The first year of their marriage was like a dream come true. But then things started going awry between them. “Something was wrong,” she recounts, “We had a frank chat after my husband told me about his desire to sleep with men—if and only if I’d allow him.” Her immediate reply was an unconditional ‘no’. He accorded her decision the respect it deserved, and she is glad that he never lied to her about his past, flings and feelings. In fact, he’d told her of his bisexuality before they got married. It had pained her for a while. During her early phase of torment, she was strongly attracted to a colleague of hers, “as a rebound perhaps”. Aware that he was suffering a denial of his natural desires too, she began to empathise with him, and they both went for counselling.
“I could have taken a moral position and ruined my marriage,” she says, “The solution was to renegotiate it.” They had to start afresh—in an open relationship. She had her moments of reluctance. It was too demeaning, she felt, just a sorry compromise. “I would cry, thinking ‘My life is doomed, I love a gay man.’ But ever since we struck this arrangement, he is happier than ever before and has filled our relationship with happiness. We were blessed with two beautiful children. Now I don’t have regrets anymore.”
It’s a Catch-22, as Anderson explains: ‘Focusing on the problem of cheating distracts us from focusing on the problem of monogamy.
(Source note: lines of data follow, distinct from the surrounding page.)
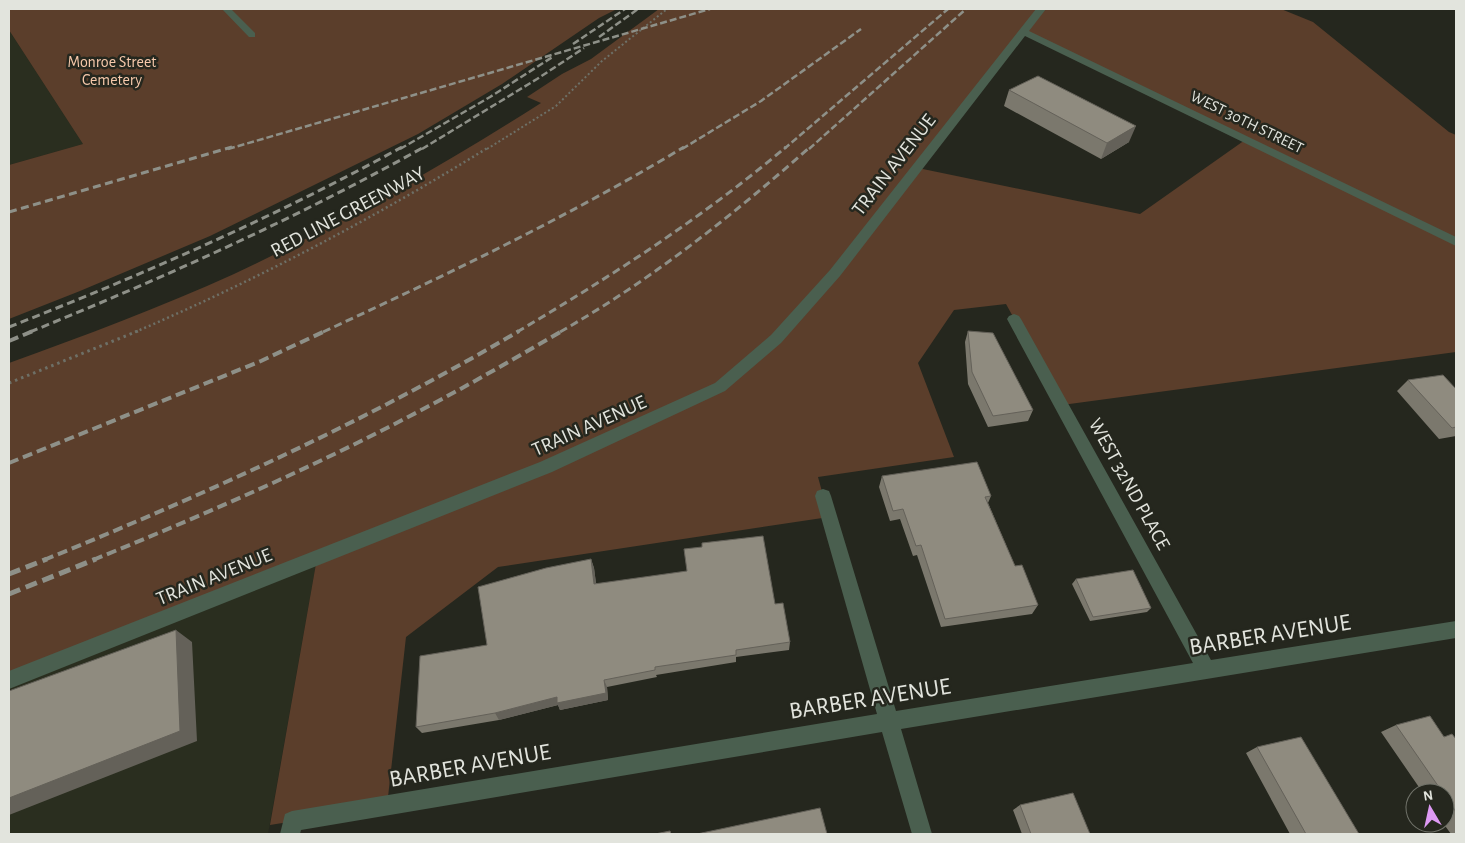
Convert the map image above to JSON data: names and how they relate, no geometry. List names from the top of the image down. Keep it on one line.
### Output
{"streets":{"street":["WEST 30TH STREET","TRAIN AVENUE","WEST 32ND PLACE","BARBER AVENUE"],"path":["RED LINE GREENWAY"]},"crossings":[["WEST 30TH STREET","TRAIN AVENUE"],["WEST 32ND PLACE","BARBER AVENUE"]],"parks":["Monroe Street Cemetery"],"north":"top"}
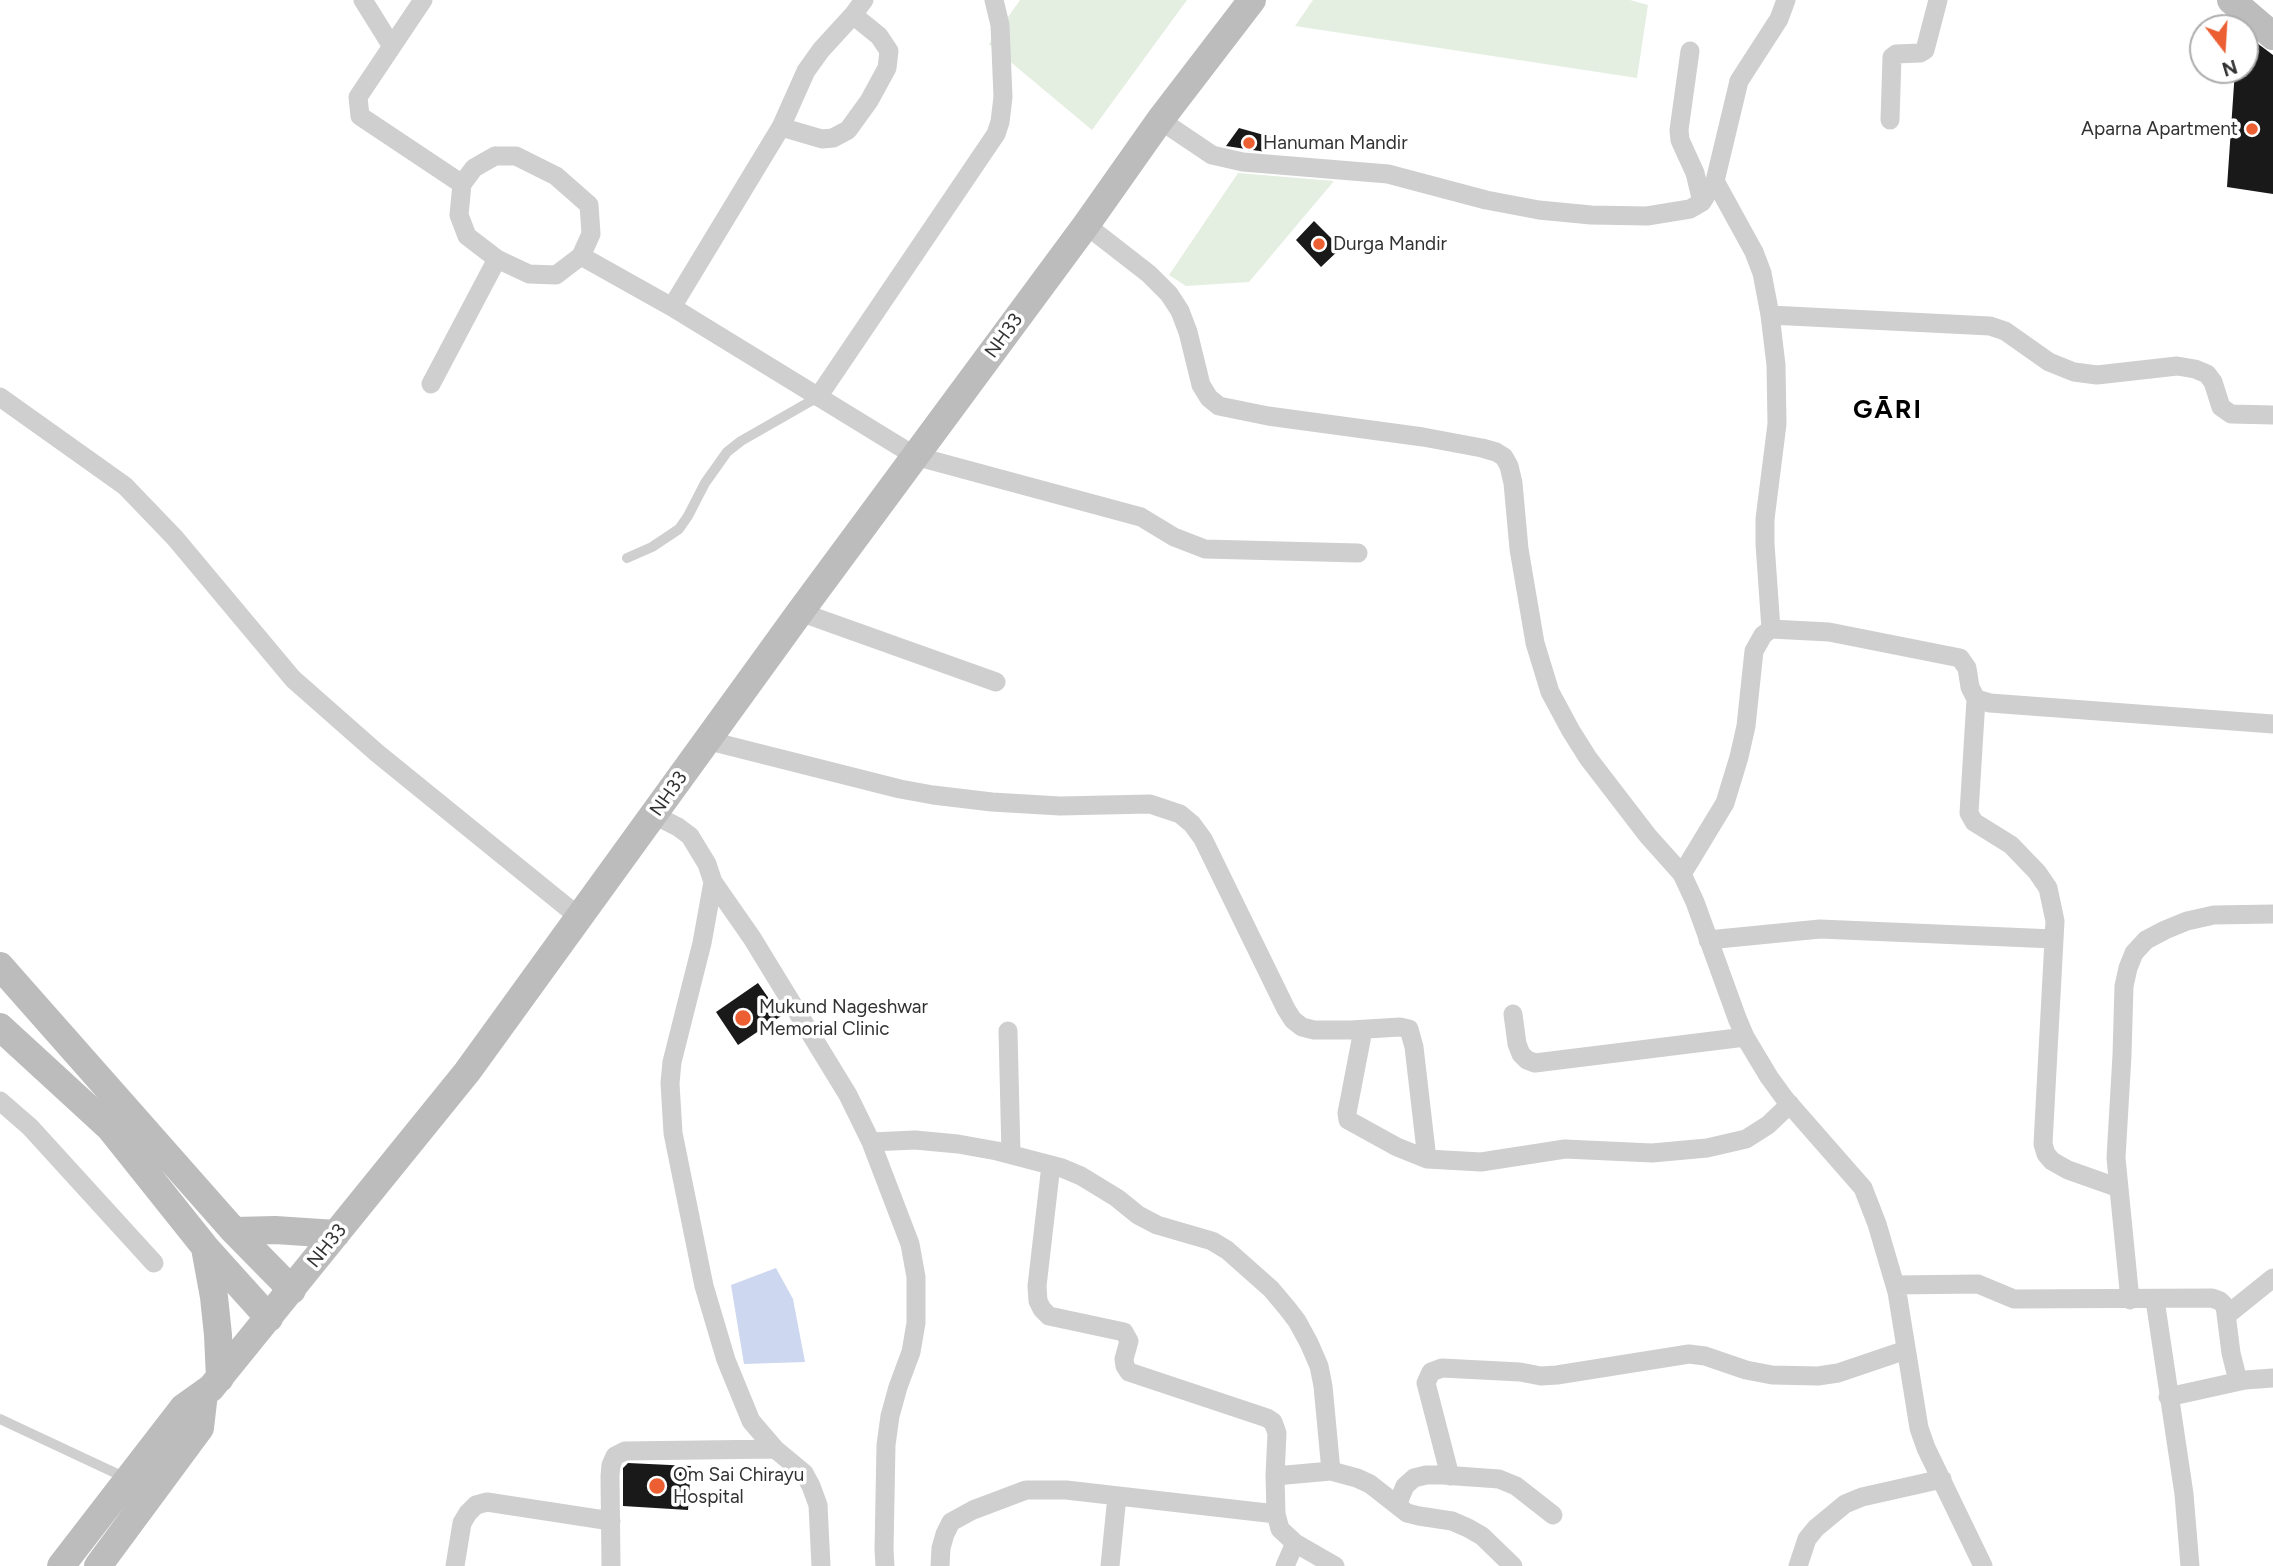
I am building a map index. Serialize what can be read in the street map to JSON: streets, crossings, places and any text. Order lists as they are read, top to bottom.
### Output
{
  "streets": {
    "main road": ["NH33"]
  },
  "districts": ["GĀRI"],
  "places": [
    "Aparna Apartment",
    "Hanuman Mandir",
    "Durga Mandir",
    "Mukund Nageshwar Memorial Clinic",
    "Om Sai Chirayu Hospital"
  ],
  "north": "bottom"
}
Long-term sex with just one partner leads to less sexual desire for that partner, regardless of the strength of the emotional relationship.’
In other words, for all that conservatives have to say, monogamy may not be everything it is cranked up to be, and certainly not the key to a lifetime of sexual satisfaction, even if it confers a range of well-acknowledged benefits. Anderson points out that 13 million people from 22 countries are looking to have an extramarital affair on AshleyMadison.com alone. There exist several other such sites with large numbers of Indian would-be sexual surfers. ‘For many,’ as Anderson writes, ‘monogamy is more of a desire than practice’. And, mind you, no matter what some scholars of our descent from apes claim, ‘This is true of both men and women.’